Там и горы светились

и прыгали гордые реки.

И прекрасные девушки ждали меня

в тихом зале Некрасовской библиотеки.

 

Над моим институтом мохнатое солнце светило.

И в забытых подвалах в те дни

дожидались «светила»:

Юрка Визбор да Петька Фоменко, да Юрка Коваль –

чтоб из неслухов в гениев

Родина их превратила.

 

На потёртых диванах

бардачного вида и склада

«За искусство!» – вздымалось стаканы столичного яда.

Было нам до ковида в те годы ещё далеко.

А стране, между тем,

уж не так далеко до распада.

Как-то так получилось,

что знали мы точно и твёрдо

для родимой державы

мы люди не первого сорта.

Институту мы, правда, годились по бедности

для

удалой самодеятельности, для понта, для спорта.

 

Но считаться с державой

и странно, и глупо, и поздно.

Мы уйдём, как сказал бы Чухонцев,

«И разно, и розно».

Я сказал бы, вдогонку ему, что уже мы ушли.

Мы ушли. А подолгу прощаться в передней – несносно…

 

Альма матерь цвела.

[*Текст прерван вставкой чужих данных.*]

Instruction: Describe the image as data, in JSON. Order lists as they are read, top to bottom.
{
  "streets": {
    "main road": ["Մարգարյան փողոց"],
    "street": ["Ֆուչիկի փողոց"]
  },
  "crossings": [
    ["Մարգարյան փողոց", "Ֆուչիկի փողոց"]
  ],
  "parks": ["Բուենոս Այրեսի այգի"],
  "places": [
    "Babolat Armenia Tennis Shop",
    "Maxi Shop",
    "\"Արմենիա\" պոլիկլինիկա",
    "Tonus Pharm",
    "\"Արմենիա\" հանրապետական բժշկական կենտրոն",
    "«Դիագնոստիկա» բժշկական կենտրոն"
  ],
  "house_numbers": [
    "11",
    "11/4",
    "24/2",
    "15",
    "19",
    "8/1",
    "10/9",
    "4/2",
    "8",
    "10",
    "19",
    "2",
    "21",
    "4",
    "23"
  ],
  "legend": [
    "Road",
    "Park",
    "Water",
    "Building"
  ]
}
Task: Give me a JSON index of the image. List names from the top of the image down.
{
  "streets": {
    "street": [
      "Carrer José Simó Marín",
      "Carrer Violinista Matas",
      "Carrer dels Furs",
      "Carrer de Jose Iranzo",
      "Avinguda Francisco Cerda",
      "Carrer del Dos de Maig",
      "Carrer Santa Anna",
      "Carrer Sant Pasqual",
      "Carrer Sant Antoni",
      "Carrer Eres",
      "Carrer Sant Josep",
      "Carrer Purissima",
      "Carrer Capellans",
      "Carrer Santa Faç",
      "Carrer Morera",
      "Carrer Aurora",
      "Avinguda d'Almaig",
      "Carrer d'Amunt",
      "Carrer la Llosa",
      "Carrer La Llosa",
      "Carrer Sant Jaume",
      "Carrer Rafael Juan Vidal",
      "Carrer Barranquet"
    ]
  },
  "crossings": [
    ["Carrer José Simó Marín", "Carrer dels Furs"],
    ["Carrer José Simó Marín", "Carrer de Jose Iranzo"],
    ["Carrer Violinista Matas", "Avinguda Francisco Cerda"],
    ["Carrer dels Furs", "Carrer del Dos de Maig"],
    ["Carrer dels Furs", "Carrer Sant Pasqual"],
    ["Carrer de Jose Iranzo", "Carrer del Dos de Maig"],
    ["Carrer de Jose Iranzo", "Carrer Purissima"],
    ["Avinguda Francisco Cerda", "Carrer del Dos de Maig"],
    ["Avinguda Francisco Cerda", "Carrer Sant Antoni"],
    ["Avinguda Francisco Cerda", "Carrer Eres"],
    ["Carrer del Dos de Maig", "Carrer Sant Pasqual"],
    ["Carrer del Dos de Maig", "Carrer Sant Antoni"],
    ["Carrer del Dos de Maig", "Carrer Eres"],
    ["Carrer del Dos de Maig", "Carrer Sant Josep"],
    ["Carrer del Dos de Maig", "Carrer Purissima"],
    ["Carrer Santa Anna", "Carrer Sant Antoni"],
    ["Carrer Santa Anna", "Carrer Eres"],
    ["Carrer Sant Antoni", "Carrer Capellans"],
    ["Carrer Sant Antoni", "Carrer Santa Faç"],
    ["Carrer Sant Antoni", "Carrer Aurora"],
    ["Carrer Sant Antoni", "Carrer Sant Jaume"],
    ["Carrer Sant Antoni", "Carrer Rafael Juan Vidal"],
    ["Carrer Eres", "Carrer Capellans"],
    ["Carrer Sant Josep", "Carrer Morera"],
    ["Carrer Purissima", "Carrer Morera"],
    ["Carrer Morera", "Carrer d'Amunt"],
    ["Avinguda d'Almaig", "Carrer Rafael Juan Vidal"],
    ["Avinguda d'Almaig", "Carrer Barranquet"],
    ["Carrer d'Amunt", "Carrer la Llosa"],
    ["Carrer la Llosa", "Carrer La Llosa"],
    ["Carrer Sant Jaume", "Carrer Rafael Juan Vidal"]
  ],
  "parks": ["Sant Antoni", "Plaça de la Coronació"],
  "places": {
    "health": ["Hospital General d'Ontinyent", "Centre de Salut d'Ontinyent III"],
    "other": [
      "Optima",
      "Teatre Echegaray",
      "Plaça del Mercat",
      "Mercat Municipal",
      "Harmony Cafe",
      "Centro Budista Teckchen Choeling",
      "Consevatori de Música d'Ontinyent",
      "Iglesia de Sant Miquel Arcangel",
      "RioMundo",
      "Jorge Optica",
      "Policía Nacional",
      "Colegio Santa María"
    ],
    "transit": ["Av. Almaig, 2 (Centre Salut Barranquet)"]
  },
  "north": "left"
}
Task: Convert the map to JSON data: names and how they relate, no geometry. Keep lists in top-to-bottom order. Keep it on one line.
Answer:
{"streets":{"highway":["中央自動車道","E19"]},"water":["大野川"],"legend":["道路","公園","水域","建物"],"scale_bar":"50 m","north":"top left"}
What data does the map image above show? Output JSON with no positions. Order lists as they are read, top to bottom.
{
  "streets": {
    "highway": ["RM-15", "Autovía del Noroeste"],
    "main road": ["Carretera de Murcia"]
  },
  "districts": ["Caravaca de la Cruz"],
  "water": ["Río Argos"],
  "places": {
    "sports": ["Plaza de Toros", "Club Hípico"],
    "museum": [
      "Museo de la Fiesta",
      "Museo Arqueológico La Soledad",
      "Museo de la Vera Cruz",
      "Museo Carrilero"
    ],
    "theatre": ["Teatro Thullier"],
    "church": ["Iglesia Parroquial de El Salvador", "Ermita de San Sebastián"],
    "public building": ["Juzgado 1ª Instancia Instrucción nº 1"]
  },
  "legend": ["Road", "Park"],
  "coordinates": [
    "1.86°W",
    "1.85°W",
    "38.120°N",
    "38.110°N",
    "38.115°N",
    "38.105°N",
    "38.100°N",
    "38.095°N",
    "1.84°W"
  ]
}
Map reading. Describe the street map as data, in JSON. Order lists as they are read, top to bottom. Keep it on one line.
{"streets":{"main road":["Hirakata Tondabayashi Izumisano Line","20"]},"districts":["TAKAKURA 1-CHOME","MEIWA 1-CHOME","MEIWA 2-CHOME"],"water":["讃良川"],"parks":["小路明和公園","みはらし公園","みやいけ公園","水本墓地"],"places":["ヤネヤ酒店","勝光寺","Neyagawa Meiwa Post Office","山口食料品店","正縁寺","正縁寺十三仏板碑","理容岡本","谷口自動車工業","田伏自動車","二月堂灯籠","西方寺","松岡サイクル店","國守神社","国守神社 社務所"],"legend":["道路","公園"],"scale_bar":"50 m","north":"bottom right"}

Именами изгоев форсила.

Те, о ком говорю я –

была в них отвага и сила…

Всё, что будет, уже, как ни жаль, не коснётся меня…

Я хочу испытать…

Я хочу испытать то, что было.

 

Грузинский танец

 

Николаю Свентицкому.

 

Красивей пары не сыскать на свете.

И где искать, не скажет вам никто:

аджарка Джулия из Кобулети

с метекским небожителем Дато.

Как траурная бабочка, вся в чёрном,

она летит чуть впереди него.

В нём, из живого камня иссечённом,

нет ничего от быта, ничего.

И дикие, неприбранные звуки –

не то в них радость, а не то – печаль.

Нет, что-то знают о любви дудуки,

Чего не знают скрипка и рояль.

 

Такой любви, какая перед нами,

Верона уступает без борьбы.

Кисть Джулии колышется – не знамя,

а белый флаг приятия судьбы.

Но кажется, партнёр дошёл до точки.

И Джулия становится бледней.

Судьба над нею встала на носочки,

чтоб на колени рухнуть перед ней.

О, Господи, у них такие лица,

так статен он, и так она хрупка!..

Свершится то, что и должно свершиться,

иначе мир не стоит и плевка.

 

Чем мы пред этой парой провинились,

что как со шкурой содранной стоим?..

Танцующие молча поклонились.

Уходят: он к своим, она к своим.

Случайно, вдруг возникшие партнёры,

впитавшие горячий дух земли,

в смешки, в подначки, в сплетни, в разговоры

без самой малой паузы ушли.

Питомцы неразгаданного юга,

они болтают, непонятны нам.

И нам неясно: а они друг друга

хотя бы знают хоть по именам?

 

Хотелось бы, чтоб дивным танцем этим

они пошли родам наперекор.

Но так и есть. Свободным этим детям

так близок жгучий свет долин и гор!

Свой путь у этих, я сказал бы – милых,

но слово жалко, как и все слова.

А шаг любви остановить не в силах

ни кровь, ни род… Покуда страсть жива.

Какой же правды я ищу в ответе?

Ведь весь мой поиск просто не вопрос

для Капулетти, что из Кобулети

и для Монтекки, что в Метеки рос.

 

* * *

 

А жизнь молчит, июнь за маем отпуская.

Кусок небес меж двух акаций – синь морская,

и листья ветки – словно вёсла на галере,

плывущей, сущей, но в иной, не нашей эре,

гребут, гребут. Но летний воздух – не вода.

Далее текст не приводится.